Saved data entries
-- Opening Marker --
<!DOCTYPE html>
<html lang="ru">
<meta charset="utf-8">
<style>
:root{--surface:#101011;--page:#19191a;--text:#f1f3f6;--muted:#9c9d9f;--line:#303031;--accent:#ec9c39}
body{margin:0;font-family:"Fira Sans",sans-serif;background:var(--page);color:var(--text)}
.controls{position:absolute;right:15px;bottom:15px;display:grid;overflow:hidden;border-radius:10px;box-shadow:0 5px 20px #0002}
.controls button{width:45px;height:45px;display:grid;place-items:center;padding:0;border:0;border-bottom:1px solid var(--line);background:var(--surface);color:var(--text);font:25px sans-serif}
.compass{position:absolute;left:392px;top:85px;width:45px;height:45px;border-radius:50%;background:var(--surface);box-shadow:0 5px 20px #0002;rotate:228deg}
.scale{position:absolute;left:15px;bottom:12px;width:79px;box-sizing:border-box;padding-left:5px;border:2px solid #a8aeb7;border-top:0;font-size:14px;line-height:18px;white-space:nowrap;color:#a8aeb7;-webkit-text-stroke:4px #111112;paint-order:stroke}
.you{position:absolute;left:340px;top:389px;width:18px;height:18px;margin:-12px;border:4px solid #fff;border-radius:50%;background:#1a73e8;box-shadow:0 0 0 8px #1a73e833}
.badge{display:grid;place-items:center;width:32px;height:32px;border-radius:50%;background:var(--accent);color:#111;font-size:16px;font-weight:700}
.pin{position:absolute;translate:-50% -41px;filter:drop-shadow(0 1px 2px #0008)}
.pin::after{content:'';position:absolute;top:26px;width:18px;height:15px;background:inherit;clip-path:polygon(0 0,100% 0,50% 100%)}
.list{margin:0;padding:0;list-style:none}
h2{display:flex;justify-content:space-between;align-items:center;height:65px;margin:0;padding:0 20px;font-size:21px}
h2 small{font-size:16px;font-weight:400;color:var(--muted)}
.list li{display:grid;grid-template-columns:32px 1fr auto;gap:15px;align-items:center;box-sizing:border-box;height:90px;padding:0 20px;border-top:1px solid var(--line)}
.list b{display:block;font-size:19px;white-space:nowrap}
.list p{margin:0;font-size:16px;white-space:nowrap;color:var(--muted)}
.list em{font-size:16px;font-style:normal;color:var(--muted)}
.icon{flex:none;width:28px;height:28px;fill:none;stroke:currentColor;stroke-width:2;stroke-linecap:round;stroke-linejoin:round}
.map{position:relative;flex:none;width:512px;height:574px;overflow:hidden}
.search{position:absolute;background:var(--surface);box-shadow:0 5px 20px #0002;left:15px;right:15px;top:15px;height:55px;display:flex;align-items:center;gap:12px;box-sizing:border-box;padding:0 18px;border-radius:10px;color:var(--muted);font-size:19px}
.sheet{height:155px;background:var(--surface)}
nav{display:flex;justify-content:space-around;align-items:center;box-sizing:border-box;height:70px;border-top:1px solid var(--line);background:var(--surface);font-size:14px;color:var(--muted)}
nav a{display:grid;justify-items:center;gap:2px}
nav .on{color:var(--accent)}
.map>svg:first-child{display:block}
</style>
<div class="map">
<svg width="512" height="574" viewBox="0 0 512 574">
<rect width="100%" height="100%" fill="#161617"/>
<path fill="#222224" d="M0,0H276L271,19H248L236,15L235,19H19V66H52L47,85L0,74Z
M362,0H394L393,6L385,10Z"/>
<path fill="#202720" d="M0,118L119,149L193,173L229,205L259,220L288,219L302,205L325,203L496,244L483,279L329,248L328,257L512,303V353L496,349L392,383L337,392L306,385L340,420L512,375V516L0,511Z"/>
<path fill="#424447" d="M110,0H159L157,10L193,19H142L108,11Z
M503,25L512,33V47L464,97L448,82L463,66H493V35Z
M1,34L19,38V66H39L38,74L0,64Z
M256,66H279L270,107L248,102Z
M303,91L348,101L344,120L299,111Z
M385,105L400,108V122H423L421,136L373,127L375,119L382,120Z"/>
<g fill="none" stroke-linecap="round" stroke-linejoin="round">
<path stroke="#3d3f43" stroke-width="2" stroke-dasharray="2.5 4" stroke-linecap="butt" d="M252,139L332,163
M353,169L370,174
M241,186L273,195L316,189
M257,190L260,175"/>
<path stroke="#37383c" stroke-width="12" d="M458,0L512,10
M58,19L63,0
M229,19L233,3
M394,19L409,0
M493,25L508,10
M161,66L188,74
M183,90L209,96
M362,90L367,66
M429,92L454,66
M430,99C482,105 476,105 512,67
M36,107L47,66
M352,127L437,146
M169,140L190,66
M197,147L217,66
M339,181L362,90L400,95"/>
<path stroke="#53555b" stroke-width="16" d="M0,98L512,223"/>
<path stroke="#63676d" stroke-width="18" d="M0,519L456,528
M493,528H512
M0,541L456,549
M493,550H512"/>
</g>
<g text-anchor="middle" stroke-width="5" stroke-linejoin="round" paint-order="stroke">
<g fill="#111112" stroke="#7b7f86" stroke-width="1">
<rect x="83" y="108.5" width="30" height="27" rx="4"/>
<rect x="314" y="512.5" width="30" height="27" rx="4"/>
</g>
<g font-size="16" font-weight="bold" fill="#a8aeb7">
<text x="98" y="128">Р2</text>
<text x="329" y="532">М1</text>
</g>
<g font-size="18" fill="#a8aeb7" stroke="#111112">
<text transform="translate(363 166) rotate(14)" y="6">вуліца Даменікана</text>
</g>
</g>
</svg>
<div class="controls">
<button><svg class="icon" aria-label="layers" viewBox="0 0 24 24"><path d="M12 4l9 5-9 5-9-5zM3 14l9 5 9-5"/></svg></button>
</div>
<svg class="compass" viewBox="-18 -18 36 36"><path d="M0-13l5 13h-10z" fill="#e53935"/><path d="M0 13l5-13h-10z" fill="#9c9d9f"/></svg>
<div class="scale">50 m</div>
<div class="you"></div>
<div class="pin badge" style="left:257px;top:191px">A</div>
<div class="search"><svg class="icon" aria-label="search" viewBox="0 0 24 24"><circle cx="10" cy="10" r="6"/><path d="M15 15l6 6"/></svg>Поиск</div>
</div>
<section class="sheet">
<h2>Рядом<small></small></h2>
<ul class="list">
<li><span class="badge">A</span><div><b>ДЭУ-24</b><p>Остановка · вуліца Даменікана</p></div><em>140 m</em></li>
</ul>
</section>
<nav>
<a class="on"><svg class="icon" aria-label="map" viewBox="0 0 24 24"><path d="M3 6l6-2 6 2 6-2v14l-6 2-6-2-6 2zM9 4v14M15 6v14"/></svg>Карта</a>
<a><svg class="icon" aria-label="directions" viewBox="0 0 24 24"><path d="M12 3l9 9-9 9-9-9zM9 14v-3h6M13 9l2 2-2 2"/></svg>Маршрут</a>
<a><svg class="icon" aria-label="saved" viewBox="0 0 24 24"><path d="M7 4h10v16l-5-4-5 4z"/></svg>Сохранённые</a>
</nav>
-- Closing Marker --
= Work instruction =
Whenever a line of the data holds the string "controls", pick that line out.

= Answer section =
.controls{position:absolute;right:15px;bottom:15px;display:grid;overflow:hidden;border-radius:10px;box-shadow:0 5px 20px #0002}
.controls button{width:45px;height:45px;display:grid;place-items:center;padding:0;border:0;border-bottom:1px solid var(--line);background:var(--surface);color:var(--text);font:25px sans-serif}
<div class="controls">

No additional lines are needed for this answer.